Net debt fell from 59.9% of GDP in December 2002 to 46.5% of GDP in December 2006, end of Lula 1, and to 38% in 2010, end of Lula 2. Now it is at 58.3 % (there is no official comparable gross debt data for this entire period).
The one-year interest rate on the market was 28.5% (13.5% real rate) when Lula took office; dropped to 12.4% at the end of 2006 (a real rate of 7.9%, almost the same as it is now). Throughout Lula 1 and 2, the trend was downward, resulting from spending control, public debt and inflation; putting an end, in practice, to the public external debt, a great achievement, and to declining interest rates in the world.

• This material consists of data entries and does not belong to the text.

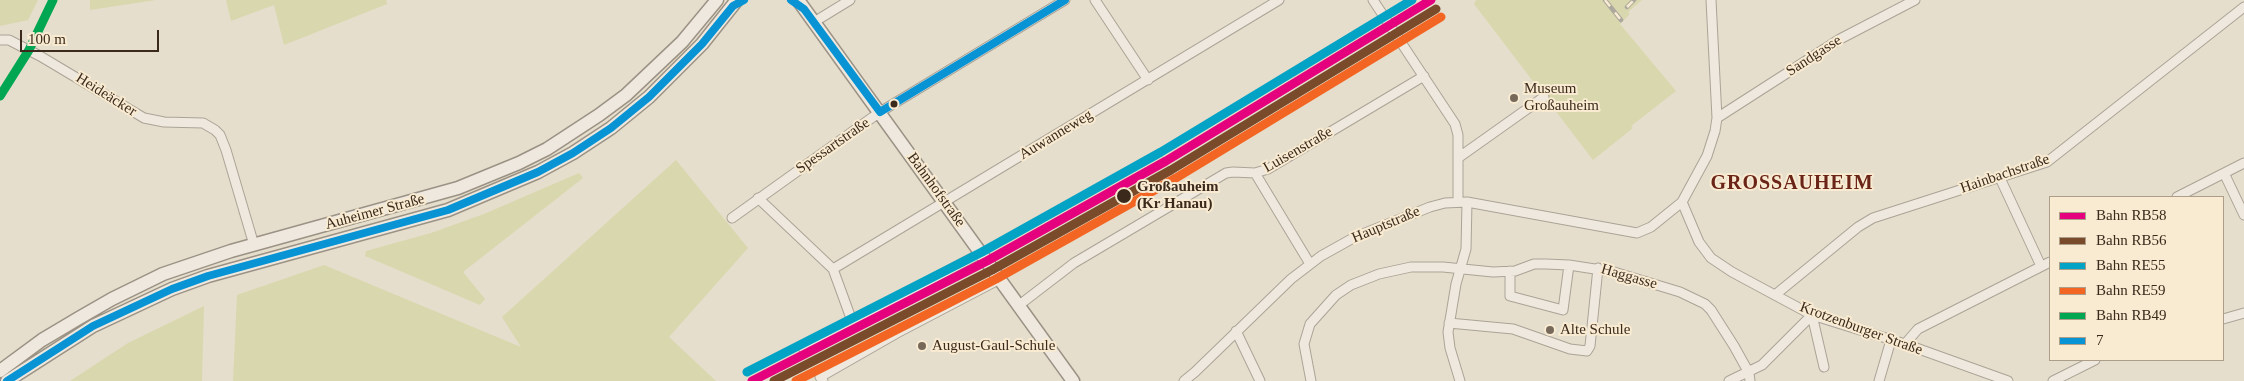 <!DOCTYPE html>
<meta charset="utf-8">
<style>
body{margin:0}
#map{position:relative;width:2244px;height:381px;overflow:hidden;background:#e6decc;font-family:Georgia,serif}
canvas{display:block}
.legend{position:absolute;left:2049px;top:196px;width:175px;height:165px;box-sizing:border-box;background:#f8ebd1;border:1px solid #ac9e89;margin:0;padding:6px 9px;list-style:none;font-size:15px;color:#3b2a1c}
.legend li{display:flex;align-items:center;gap:10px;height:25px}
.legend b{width:25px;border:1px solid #ac9e89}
.scale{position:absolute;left:20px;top:30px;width:139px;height:22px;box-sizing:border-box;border:2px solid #3b2a1c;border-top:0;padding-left:6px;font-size:15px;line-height:18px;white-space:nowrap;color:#3b2a1c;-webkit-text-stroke:4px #f8ebd1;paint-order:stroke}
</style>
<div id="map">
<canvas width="2244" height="381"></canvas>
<ul class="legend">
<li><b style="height:6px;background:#e5007d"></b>Bahn RB58</li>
<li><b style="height:6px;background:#7a4b2a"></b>Bahn RB56</li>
<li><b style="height:6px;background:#03a3c5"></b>Bahn RE55</li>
<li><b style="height:6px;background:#f26522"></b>Bahn RE59</li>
<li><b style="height:6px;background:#00a651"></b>Bahn RB49</li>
<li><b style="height:6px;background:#0894d4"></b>7</li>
</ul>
<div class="scale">100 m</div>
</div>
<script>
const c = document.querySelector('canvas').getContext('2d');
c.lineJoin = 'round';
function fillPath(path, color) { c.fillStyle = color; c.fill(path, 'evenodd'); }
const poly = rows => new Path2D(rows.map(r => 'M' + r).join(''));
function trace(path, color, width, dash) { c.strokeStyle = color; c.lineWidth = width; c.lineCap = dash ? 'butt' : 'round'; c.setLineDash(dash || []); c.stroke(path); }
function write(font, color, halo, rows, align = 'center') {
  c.font = font + ' Georgia,serif'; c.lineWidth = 4; c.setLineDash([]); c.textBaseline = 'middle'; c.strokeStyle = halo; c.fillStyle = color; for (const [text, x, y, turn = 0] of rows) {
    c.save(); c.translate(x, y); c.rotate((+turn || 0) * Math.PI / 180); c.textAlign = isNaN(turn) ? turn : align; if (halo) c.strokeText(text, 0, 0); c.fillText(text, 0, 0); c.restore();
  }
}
fillPath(poly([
 [0,0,38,0,28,20,0,26],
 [90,0,156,0,90,10],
 [226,0,386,0,387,4,284,45,274,5,231,21],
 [1476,0,1642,0,1628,12,1630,14,1620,24,1676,91,1631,126,1633,128,1593,160,1474,4],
 [676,160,748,248,669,337,716,381,233,381,237,295,324,265,521,347,502,317],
 [579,173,583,178,463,272,485,299,480,305,365,256,366,251,431,233,484,214],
 [204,306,202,381,70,381,128,343]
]), '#d8d7ad');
const street = poly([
 [1095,0,1148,80],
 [1373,0,1455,124,1458,135,1458,202],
 [814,22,850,0],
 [0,40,9,40,40,56,144,118,164,122,203,123,215,130,220,135,226,150,254,245],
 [1717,118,1840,39,1915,0],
 [1458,158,1544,97],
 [1255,173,1310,264],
 [2224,173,2244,215],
 [2000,178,2041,266],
 [2177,197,2244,163],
 [758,198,833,269,852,321],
 [1682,202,1699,242,1711,258,1732,272,1812,315,1905,344,2008,381],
 [732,218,880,112,1065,0],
 [833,269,1279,0],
 [1510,271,1510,296,1563,310,1569,265],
 [1775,295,1858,227,1873,218,2047,162,2244,7],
 [1018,306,1074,263,1226,173,1233,172,1255,173,1268,169,1424,76],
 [1812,315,1824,367],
 [2223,319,2244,313],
 [1449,323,1513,329,1570,349,1587,351,1590,346,1598,268],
 [1236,331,1260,381],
 [1905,344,1918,329,2050,262],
 [803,348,981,253],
 [823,381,820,377,897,333,1000,279],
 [1184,381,1195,372,1291,279,1321,256,1355,237,1430,207,1445,203,1467,202,1637,233,1651,227,1682,202,1707,156,1715,131,1717,118,1711,0],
 [1311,381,1304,344,1310,324,1336,295,1351,285,1379,274,1411,267,1443,267,1493,272,1515,271,1534,264,1546,264,1569,265,1614,272,1680,292,1705,304,1711,310,1734,346,1749,373,1750,381],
 [1460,381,1450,348,1448,332,1456,284,1466,249,1467,202],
 [1729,381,1762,365,1812,315],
 [1879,381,1891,340],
 [2053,381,2095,360]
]);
const secondary = poly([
 [798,0,1073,381],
 [0,371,42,340,79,318,112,299,163,274,231,251,458,188,519,163,547,149,599,115,626,95,682,42,717,0],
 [7,381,93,326,172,289,208,276,448,210,538,172,573,153,611,128,649,97,702,44,737,0]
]);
trace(street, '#aba396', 11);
trace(secondary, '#9b9285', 15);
trace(street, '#eee8de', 9);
trace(secondary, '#eee8de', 12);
const rail = poly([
 [1605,0,1621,20],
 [1627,7,1634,0]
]);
trace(rail, '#ada89e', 4.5);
trace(rail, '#f8ebd1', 2.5, [8]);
trace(poly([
 [791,0,804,9,880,112],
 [880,112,1065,0],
 [7,381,93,326,172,289,208,276,448,210,538,172,573,153,611,128,649,97,702,44,733,6,744,0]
]), '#0894d4', 8);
trace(poly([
 [752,381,987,261,1166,161,1431,0]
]), '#e5007d', 9);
trace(poly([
 [774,381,992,270,1171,170,1436,9]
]), '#7a4b2a', 9);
trace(poly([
 [747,372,982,252,1161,152,1412,0]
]), '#03a3c5', 9);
trace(poly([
 [796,381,996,279,1176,178,1441,17]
]), '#f26522', 9);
trace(poly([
 [0,96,29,50,53,0]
]), '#00a651', 9);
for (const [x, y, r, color] of [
 [1514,98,5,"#77695a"],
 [894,104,4.5,"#3b2a1c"],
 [1124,196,8,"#3b2a1c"],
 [1550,330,5,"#77695a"],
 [922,346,5,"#77695a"]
]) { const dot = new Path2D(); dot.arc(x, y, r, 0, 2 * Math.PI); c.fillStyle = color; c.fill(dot); trace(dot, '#f8ebd1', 2); }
write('15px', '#3b2a1c', '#f8ebd1', [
 ["Sandgasse",1814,56,-33],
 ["Heideäcker",106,95,32],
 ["Auwanneweg",1056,135,-31],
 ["Spessartstraße",833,146,-35],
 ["Luisenstraße",1298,150,-30],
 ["Hainbachstraße",2005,174,-19],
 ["Bahnhofstraße",936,190,54],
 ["Auheimer Straße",375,212,-15],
 ["Hauptstraße",1386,225,-23],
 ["Haggasse",1629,277,16],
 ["Krotzenburger Straße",1861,329,20]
]);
write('15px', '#3b2a1c', '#f8ebd1', [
 ["Museum",1524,89],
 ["Großauheim",1524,106],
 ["Alte Schule",1560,330],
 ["August-Gaul-Schule",932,346]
], 'left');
write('bold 15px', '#3b2a1c', '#f8ebd1', [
 ["Großauheim",1137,187],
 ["(Kr Hanau)",1137,204]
], 'left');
c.letterSpacing = '1px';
write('bold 20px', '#6b2518', '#f8ebd1', [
 ["GROSSAUHEIM",1792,184]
]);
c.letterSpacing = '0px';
</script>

In the first month of the government, the “political team” had the idea of removing the expenditure with “Zero Hunger” from the accounts of the fiscal result (of the target of the primary balance), changing the agreement with the IMF (Brazil still lived with a of power at the fund’s hospital). The Farm killed the idea in mid-January.
Between 2007 and 2010 (the last year of Lula 2), the average per capita income growth (measured per four years) was the highest recorded since redemocratization, in 1985. Poverty began to fall rapidly, more with economic growth than with social assistance. Poverty would be alleviated with Bolsa Família, which came later.